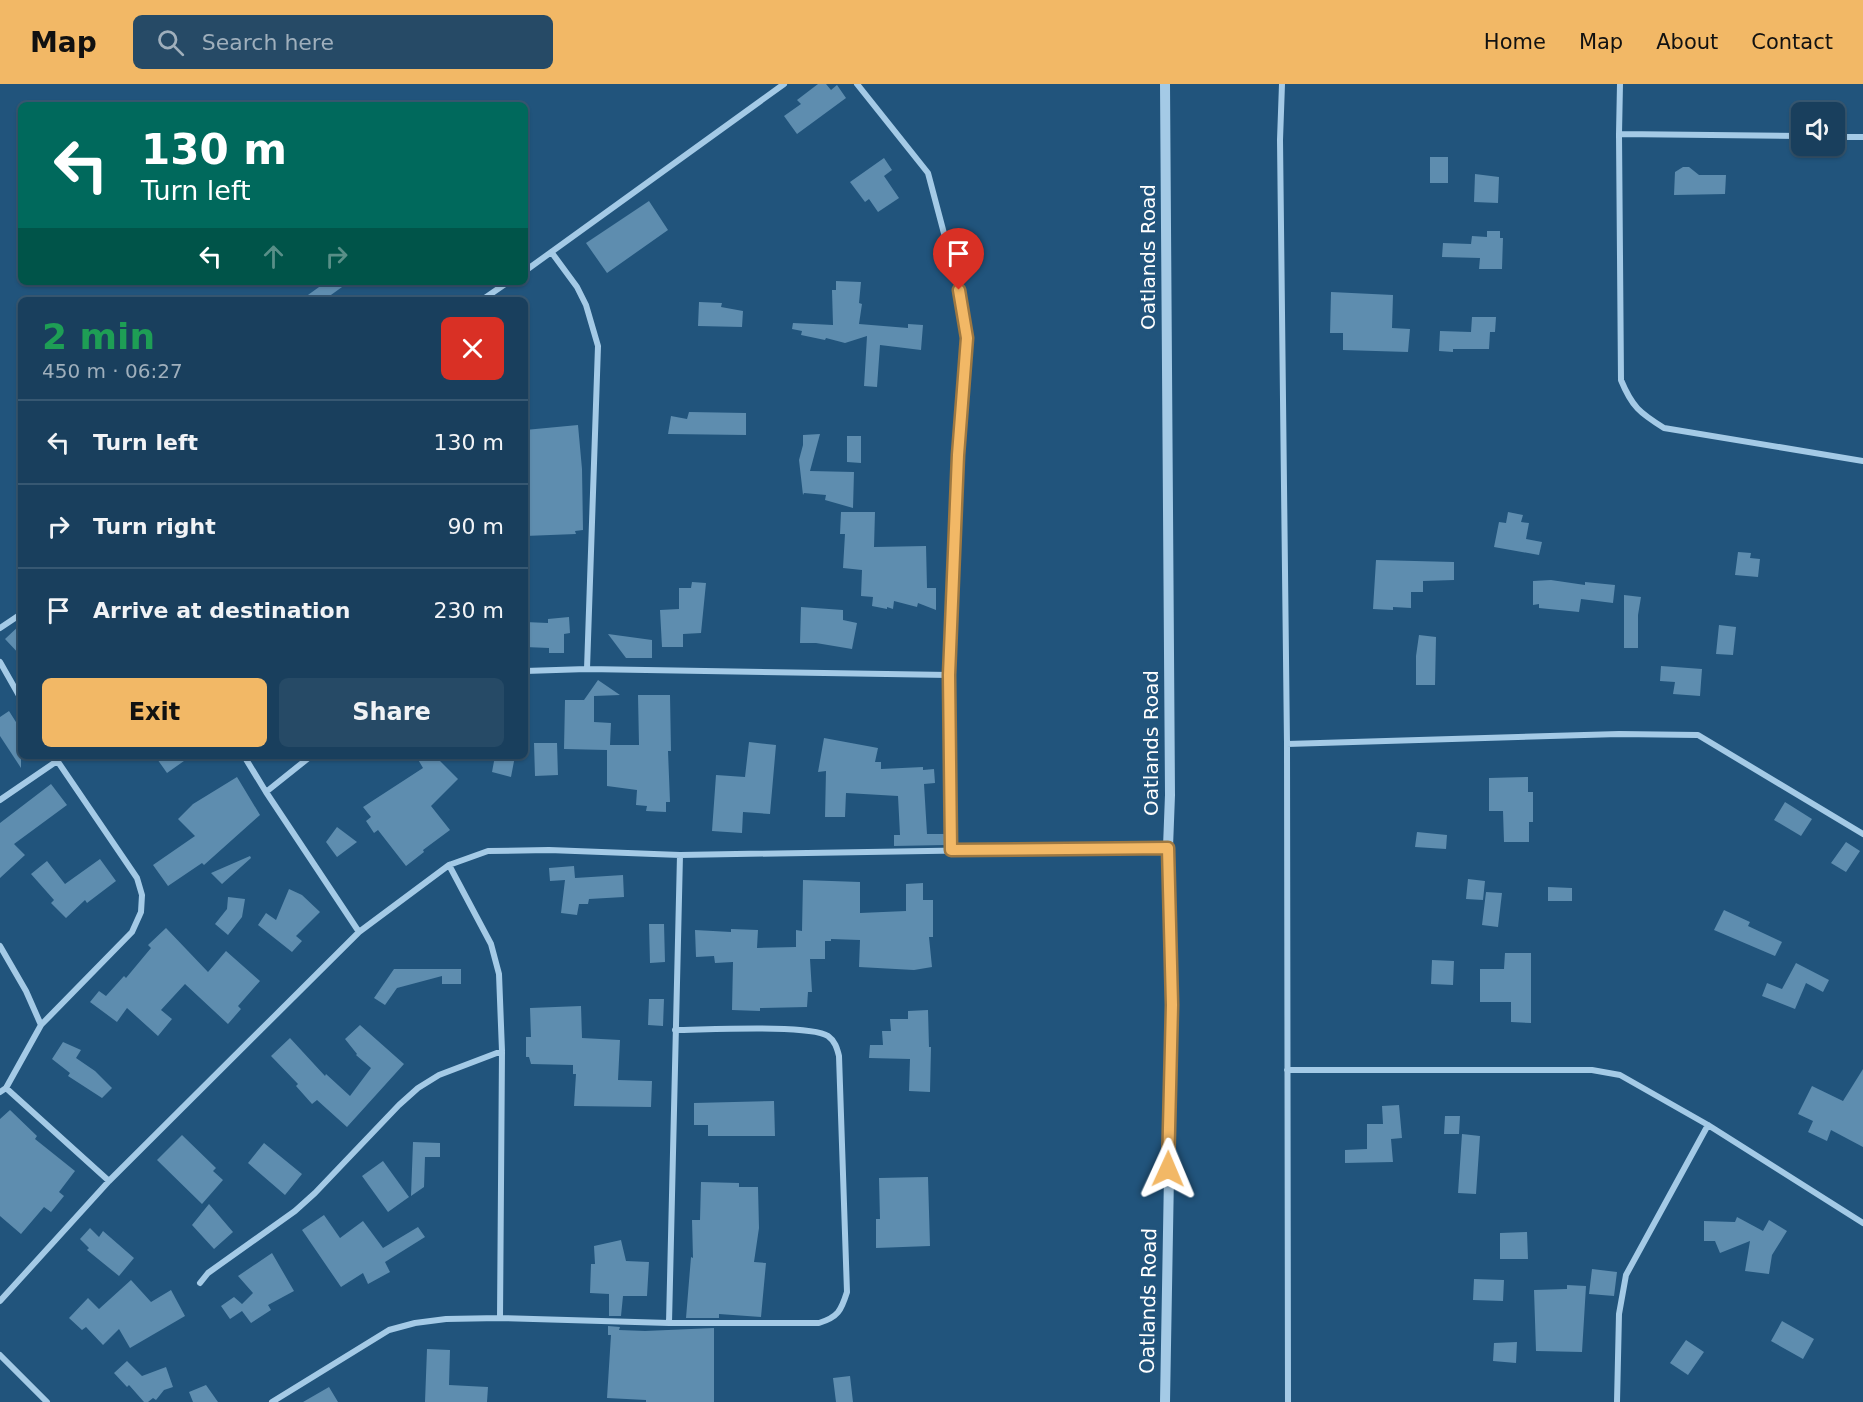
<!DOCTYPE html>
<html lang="en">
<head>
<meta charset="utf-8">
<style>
	body { margin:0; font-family:"DejaVu Sans",sans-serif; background:#264a66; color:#f1f3f6; height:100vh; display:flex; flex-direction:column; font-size:22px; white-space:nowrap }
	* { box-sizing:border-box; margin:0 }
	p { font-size:20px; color:#9fafbc }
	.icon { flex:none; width:33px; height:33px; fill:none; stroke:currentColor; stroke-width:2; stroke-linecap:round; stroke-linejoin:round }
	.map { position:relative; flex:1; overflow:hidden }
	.drawer { position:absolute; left:18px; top:213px; width:510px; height:462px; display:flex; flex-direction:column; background:#193f5d; border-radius:9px; box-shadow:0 2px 4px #0004,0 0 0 2px #375872 }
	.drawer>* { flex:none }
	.banner { position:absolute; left:18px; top:18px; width:510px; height:183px; border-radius:9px; box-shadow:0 2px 4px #0004,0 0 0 2px #375872; background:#00695c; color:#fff; overflow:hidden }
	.controls { position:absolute; left:1791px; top:18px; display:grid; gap:12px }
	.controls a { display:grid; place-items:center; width:54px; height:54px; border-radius:9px; background:#193f5d; box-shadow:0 2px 4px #0004,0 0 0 2px #375872; font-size:30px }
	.pin { position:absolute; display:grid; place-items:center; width:51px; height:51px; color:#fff; margin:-62px -26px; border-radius:50% 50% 50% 0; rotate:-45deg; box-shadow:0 0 6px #0007 }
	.pin .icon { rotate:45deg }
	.me { position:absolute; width:66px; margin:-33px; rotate:1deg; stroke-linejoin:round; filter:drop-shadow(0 0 4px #0008) }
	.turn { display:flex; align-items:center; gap:21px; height:126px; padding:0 24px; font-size:27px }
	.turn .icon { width:78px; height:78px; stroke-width:2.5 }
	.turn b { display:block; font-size:42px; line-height:51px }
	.lanes { display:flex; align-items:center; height:57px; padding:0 24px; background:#0003; justify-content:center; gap:30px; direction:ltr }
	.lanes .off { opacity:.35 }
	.round { display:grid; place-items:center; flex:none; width:63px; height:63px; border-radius:9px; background:#264a66 }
	.summary { display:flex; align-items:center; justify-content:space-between; height:102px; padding:0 24px }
	h1 { font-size:36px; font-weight:700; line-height:45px; color:#1e9e55 }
	.cta { display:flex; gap:12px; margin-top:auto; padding:12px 24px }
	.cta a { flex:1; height:69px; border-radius:9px; background:#f2b866; color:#111; font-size:24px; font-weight:700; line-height:69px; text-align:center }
	.cta a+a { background:#264a66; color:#f1f3f6 }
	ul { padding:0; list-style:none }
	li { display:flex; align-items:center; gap:18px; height:84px; padding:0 24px; border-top:2px solid #375872 }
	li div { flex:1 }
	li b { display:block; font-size:22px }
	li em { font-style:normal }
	header { display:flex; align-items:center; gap:36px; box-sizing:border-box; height:84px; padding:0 30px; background:#f2b866; color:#111 }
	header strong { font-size:28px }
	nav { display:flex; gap:33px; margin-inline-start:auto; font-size:21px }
	.search { width:420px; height:54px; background:#264a66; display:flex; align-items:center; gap:15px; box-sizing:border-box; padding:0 21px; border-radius:9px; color:#9fafbc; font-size:22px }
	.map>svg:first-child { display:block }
	.building { fill:#5e8daf }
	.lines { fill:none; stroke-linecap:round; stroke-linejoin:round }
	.minor { stroke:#a4cae6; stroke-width:6 }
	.tertiary { stroke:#a4cae6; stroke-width:10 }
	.route-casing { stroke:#9d7842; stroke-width:15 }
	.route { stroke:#f2b866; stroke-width:10 }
	.labels { text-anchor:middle; stroke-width:6; stroke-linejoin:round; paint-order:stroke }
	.street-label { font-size:20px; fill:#fff; stroke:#21547c }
</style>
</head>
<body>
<header>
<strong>Map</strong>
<div class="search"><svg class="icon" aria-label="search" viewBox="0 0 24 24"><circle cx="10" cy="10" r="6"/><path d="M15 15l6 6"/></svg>Search here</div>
<nav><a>Home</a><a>Map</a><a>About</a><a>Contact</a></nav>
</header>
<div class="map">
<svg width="1863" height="1318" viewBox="0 0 1863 1318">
	<rect width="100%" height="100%" fill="#21547c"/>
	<path class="building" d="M818,0H826L831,6L837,1L846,14L797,50L784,32L801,20L797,16Z
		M1430,73H1448V99H1430Z
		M884,74L892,86L884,92L899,114L878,128L869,115L865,118L850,98Z
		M1683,83H1689L1699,91H1726L1725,110L1674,111L1675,88Z
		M1475,90L1499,93L1498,119L1474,118Z
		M649,117L668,146L607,189L586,159Z
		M1487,147H1500V154H1503L1502,185H1479L1480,174L1442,173L1443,159L1471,160L1472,152L1487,153Z
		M836,197L861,198L859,219L862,220L859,240L908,244V240L923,241L921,266L880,261L877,303L864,302L867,252L845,259L826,254L825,256L801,251L802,247L792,245L793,239L833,241L832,206H836Z
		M326,198H349L324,216H301Z
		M1331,208L1393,211L1392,244L1410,245L1408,268L1343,266V249H1330Z
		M699,218L722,219L721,223L743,227L742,243L698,242Z
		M1472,233H1496L1495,248H1490L1489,265H1453V268L1439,267L1440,247L1471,248Z
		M689,328L746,329V351L668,350L671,332L687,335Z
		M578,341L582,385L583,446L575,447L576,450L525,452V387H526L525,346Z
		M820,350L810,387L854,388L853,424L825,416L826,411L804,409L803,411L799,376L803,361V351Z
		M847,352H861V379L847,378Z
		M841,428H875L874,463L926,462L927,504H936V526L918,519L917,523L894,517L893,525L887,523V525L872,522L873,513L861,512L862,486L843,484L845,450H840Z
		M1508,428L1523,431L1521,438L1529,439L1526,455L1542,458L1539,471L1494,463L1499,438L1506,439Z
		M1738,468L1751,469L1750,474L1760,475L1758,493L1735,491Z
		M1376,476L1454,478V496L1423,497V508H1411V524L1393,523V526L1373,525Z
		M1551,496L1585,501V498L1615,501L1613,519L1581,515L1579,528L1539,524V520L1533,521V497Z
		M692,498L706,499L701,549L683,550V563H662L660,526L679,525V504H691Z
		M1624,511L1641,513L1638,531V564H1624Z
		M801,523L843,526V536L857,539L852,565L816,559H800Z
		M569,533L570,549L564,550V569H549V564L525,563V538L548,539V535Z
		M21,540V572L5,555Z
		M1719,541L1736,543L1733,571L1716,570Z
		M608,550L652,556V574H626Z
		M1419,551L1436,553L1435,601H1416V572Z
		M1661,582L1702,585L1700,612L1673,610L1675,598L1660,597Z
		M598,596L620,611L594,612V638L611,639L610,661H639L638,611H670L671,667H668L670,718H666V728L646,727L647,722L636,721L637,706L607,702V666L564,665L565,616H584Z
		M9,627L21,646V684L0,652V633Z
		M824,654L878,664L875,678H881V685L923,683V686L934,685L935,699L924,700L927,750H945V761L894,762V751H900L898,712L846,709L845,733H825L826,687L818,688Z
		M749,658L776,661L770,730L743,728L742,749L712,747L716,691L745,693Z
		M534,659H557L558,691L535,692Z
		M155,672H191L167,689Z
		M416,672H435L458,695L431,722L450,746L423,766L424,768L406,782L378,746L374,749L366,737L371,733L363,723L423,684Z
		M495,672H515L511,693L492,688Z
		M237,693L260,731L204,781L202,779L168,802L153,781L195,752L178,735L193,720Z
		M1528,693V708H1533V738H1529V758H1504L1503,727H1489V694Z
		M51,700L67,721L14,760L25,771L0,794V739Z
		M1785,718L1812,735L1801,752L1774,736Z
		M337,743L357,758L337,773L326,758Z
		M1417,748L1447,751L1446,765L1415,763Z
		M1846,758L1860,767L1846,788L1831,779Z
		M250,772L251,774L222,800L211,789Z
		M100,775L116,797L87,819L85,816L66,834L51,819L54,816L31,790L47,777L65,800Z
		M574,782L575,794L623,791L624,813L589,815L588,820H579L577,831L561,829L565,796L550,797L549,784Z
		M1468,795L1485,797L1483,816L1466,815Z
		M803,796L860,798V829L906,827V800L923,799V816H933V853H929L932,883L914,886L859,883L860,856L831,855V857H825V875H810L812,908H808L807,923L760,924V927L732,926L733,878L715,879L714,872L696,873L695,846L731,848V845L758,846L757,864L796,863V846L802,847Z
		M1548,803L1572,804V817H1548Z
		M289,805L302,811L320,828L296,852L302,857L292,868L258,841L266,829L276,836Z
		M1486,808L1502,809L1498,843L1482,841Z
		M228,813L245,815L242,833L228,851L215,840L227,825Z
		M1724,826L1750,838L1748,842L1782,858L1775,872L1714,846Z
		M649,840H664L665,878L650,879Z
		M166,844L208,888L226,867L260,897L238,922L241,925L228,940L185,900L161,926L172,935L158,952L127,924L117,938L90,918L99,907L106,912L124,892L126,894L151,864L148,861Z
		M1505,869H1531V939L1511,938V918H1480V885H1504Z
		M1432,876L1454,877L1453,901L1431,900Z
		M1796,879L1829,896L1823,908L1806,899L1795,925L1762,912L1767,899L1782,905Z
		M394,885H461V900H442V892L397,904L385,921L374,914Z
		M649,915H664L663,942L648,941Z
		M581,922L582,954L620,956L618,996L652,997L651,1023L574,1022L576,990H573V981L531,980L529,973H526V953H531L530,924Z
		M928,926L929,963H931L930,1008L909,1007L910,975L869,974L870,961H883L882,947H891L890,935H908V927Z
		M360,941L404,980L347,1043L317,1016L312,1020L296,1002L298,1000L271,972L290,954L325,992L326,990L350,1012L371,984L356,971L357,970L345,955Z
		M63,958L81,966L76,974L95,987L112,1004L102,1014L68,992L70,989L52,975Z
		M1863,985V1063L1831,1046L1827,1057L1808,1048L1813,1037L1798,1030L1812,1002L1843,1017Z
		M774,1017L775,1052H708V1041H694V1019Z
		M1399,1021L1402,1054L1391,1055L1393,1078L1345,1079V1066L1367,1065V1040H1383L1382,1022Z
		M10,1026L37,1052L35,1055L75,1087L59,1108L64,1112L51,1128L44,1123L21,1150L0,1132V1035Z
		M1445,1032H1460L1459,1050H1444Z
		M1462,1050L1480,1052L1476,1110L1458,1109Z
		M182,1051L216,1084L213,1087L223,1096L202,1120L157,1076Z
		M413,1058L440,1059V1073H425L424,1103L411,1112Z
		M264,1059L302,1090L285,1111L248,1079Z
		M383,1077L409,1113L388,1128L362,1092Z
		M928,1093L930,1162L876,1164V1135H880L879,1094Z
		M701,1098L739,1099V1103H758L759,1144L754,1178L766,1179L761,1233L719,1230V1234H686L691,1173L693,1174L692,1136H700Z
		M209,1120L233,1148L214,1165L192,1141Z
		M324,1131L340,1154L363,1137L383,1164L418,1143L425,1153L385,1178L390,1188L368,1200L363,1189L341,1203L302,1146Z
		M1737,1133L1763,1147L1769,1136L1787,1147L1772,1171L1769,1190L1745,1187L1750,1157L1720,1169L1715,1157H1704V1137L1735,1138Z
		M90,1144L99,1153L103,1147L134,1174L119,1192L87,1166L89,1164L80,1155Z
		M1527,1148L1528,1175H1500V1149Z
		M621,1156L626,1177L649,1178L647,1212H623L621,1232H609V1210L590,1209L591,1180H595L594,1162Z
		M272,1169L294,1207L268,1221L271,1226L251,1239L242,1227L230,1235L221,1222L234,1213L242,1220L253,1209L238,1192Z
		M1592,1185L1617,1188L1614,1212L1589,1210Z
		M1474,1195L1504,1196L1503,1217L1473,1216Z
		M131,1196L151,1218L171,1206L185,1232L130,1264L119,1245L103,1261L86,1243L82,1246L69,1234L88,1214L99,1225Z
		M1567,1201L1586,1202L1582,1268L1536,1267L1534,1206L1567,1205Z
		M1782,1237L1814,1255L1803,1275L1771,1257Z
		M608,1242L620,1243L619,1246L645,1247L714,1244V1318H646V1316L607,1314L611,1251H608Z
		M1686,1256L1704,1268L1688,1291L1670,1279Z
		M1517,1258L1516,1279L1493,1277L1494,1259Z
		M427,1265L450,1266L449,1301L488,1303L487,1318H425Z
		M127,1277L142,1292L166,1283L173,1303L164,1306L156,1316L153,1314L148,1318H144L129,1301L127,1303L114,1289Z
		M850,1292L853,1318H836L833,1294Z
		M206,1301L218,1318H193L189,1308Z
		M329,1303L338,1318H303Z"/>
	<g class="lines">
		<path class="minor" d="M857,0L928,89L959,206L967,254L958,371L949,591
			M1282,0L1280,56L1287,660L1288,1318
			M1620,0L1619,50L1621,296C1632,323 1640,329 1664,344L1863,377
			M1619,50L1802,52
			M1834,53H1863
			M552,169L577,203L586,221L598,262L587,585
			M525,187L784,0
			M482,216L508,198
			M0,544L21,530
			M0,578L21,615
			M525,587L587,585L949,591L951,766
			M1287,660L1619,650L1698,651L1863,750
			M244,672L266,708L359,848
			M266,708L311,672
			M0,716L57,677
			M449,781L491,860L499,890L502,967L500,1234
			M0,862L26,907L41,941
			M1287,986H1592L1620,991L1708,1041L1863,1139
			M6,1004L109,1097
			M0,1008L6,1004L41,941L132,848L141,828L142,811L137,794L54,672
			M200,1199L208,1189L295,1127L315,1109L399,1021L418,1004L439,991L502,967
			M0,1217L109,1097L359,848L449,781L488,767L549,766L680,771L1168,763
			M669,1239L680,771
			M0,1271L47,1318
			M272,1318L389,1246L415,1239L446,1235L500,1234L669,1239H819C838,1233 841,1227 847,1208L839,972C837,964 835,957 828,952C810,940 702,946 675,946
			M1617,1318L1619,1230L1626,1191L1708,1041"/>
		<path class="tertiary" d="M1165,1318L1172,921L1168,763L1170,711L1165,0"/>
	</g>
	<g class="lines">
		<g class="route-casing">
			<path id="route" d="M959,206L967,254L958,371L949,591L951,766L1168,764L1172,921L1168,1085"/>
		</g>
		<use href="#route" class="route"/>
	</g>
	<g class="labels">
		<g class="street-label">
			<text transform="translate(1148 173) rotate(-90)" y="7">Oatlands Road</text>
			<text transform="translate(1151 659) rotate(-90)" y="7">Oatlands Road</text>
			<text transform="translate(1148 1217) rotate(-89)" y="7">Oatlands Road</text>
		</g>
	</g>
</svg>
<div class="controls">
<a><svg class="icon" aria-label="sound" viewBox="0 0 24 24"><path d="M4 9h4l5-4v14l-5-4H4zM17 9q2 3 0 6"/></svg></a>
</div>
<div class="pin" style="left:959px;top:206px;background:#d93025"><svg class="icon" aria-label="arrive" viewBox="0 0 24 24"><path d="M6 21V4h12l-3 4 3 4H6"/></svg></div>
<svg class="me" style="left:1168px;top:1085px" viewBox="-20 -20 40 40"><path d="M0-17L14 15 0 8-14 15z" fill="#f2b866" stroke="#fff" stroke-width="4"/></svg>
<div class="banner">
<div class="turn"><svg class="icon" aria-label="left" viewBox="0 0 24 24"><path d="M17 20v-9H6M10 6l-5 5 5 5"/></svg><div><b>130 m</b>Turn left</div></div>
<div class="lanes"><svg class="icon" aria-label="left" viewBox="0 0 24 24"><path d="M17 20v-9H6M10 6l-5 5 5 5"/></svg><svg class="icon off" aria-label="ahead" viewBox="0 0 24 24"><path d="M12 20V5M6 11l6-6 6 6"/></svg><svg class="icon off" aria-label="right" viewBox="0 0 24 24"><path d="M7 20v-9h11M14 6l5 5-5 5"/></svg></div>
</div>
<section class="drawer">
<div class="summary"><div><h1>2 min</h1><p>450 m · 06:27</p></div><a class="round" style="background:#d93025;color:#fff"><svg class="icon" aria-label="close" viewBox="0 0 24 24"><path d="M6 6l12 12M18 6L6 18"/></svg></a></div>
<ul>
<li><svg class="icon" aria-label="left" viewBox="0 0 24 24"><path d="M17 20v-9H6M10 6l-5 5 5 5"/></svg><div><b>Turn left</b></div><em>130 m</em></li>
<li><svg class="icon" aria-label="right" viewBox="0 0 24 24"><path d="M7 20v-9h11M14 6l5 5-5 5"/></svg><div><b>Turn right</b></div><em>90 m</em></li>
<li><svg class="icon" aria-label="arrive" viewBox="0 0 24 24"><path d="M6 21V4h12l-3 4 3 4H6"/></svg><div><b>Arrive at destination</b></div><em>230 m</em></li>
</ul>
<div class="cta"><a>Exit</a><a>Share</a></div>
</section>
</div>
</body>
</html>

* What to work on: Go from the first line of the data above to the line containing "position:absolute; width:66px; margin:-33px;" and retype exactly those lines, both included, but none of the pictures.

* Problem solution:
<!DOCTYPE html>
<html lang="en">
<head>
<meta charset="utf-8">
<style>
	body { margin:0; font-family:"DejaVu Sans",sans-serif; background:#264a66; color:#f1f3f6; height:100vh; display:flex; flex-direction:column; font-size:22px; white-space:nowrap }
	* { box-sizing:border-box; margin:0 }
	p { font-size:20px; color:#9fafbc }
	.icon { flex:none; width:33px; height:33px; fill:none; stroke:currentColor; stroke-width:2; stroke-linecap:round; stroke-linejoin:round }
	.map { position:relative; flex:1; overflow:hidden }
	.drawer { position:absolute; left:18px; top:213px; width:510px; height:462px; display:flex; flex-direction:column; background:#193f5d; border-radius:9px; box-shadow:0 2px 4px #0004,0 0 0 2px #375872 }
	.drawer>* { flex:none }
	.banner { position:absolute; left:18px; top:18px; width:510px; height:183px; border-radius:9px; box-shadow:0 2px 4px #0004,0 0 0 2px #375872; background:#00695c; color:#fff; overflow:hidden }
	.controls { position:absolute; left:1791px; top:18px; display:grid; gap:12px }
	.controls a { display:grid; place-items:center; width:54px; height:54px; border-radius:9px; background:#193f5d; box-shadow:0 2px 4px #0004,0 0 0 2px #375872; font-size:30px }
	.pin { position:absolute; display:grid; place-items:center; width:51px; height:51px; color:#fff; margin:-62px -26px; border-radius:50% 50% 50% 0; rotate:-45deg; box-shadow:0 0 6px #0007 }
	.pin .icon { rotate:45deg }
	.me { position:absolute; width:66px; margin:-33px; rotate:1deg; stroke-linejoin:round; filter:drop-shadow(0 0 4px #0008) }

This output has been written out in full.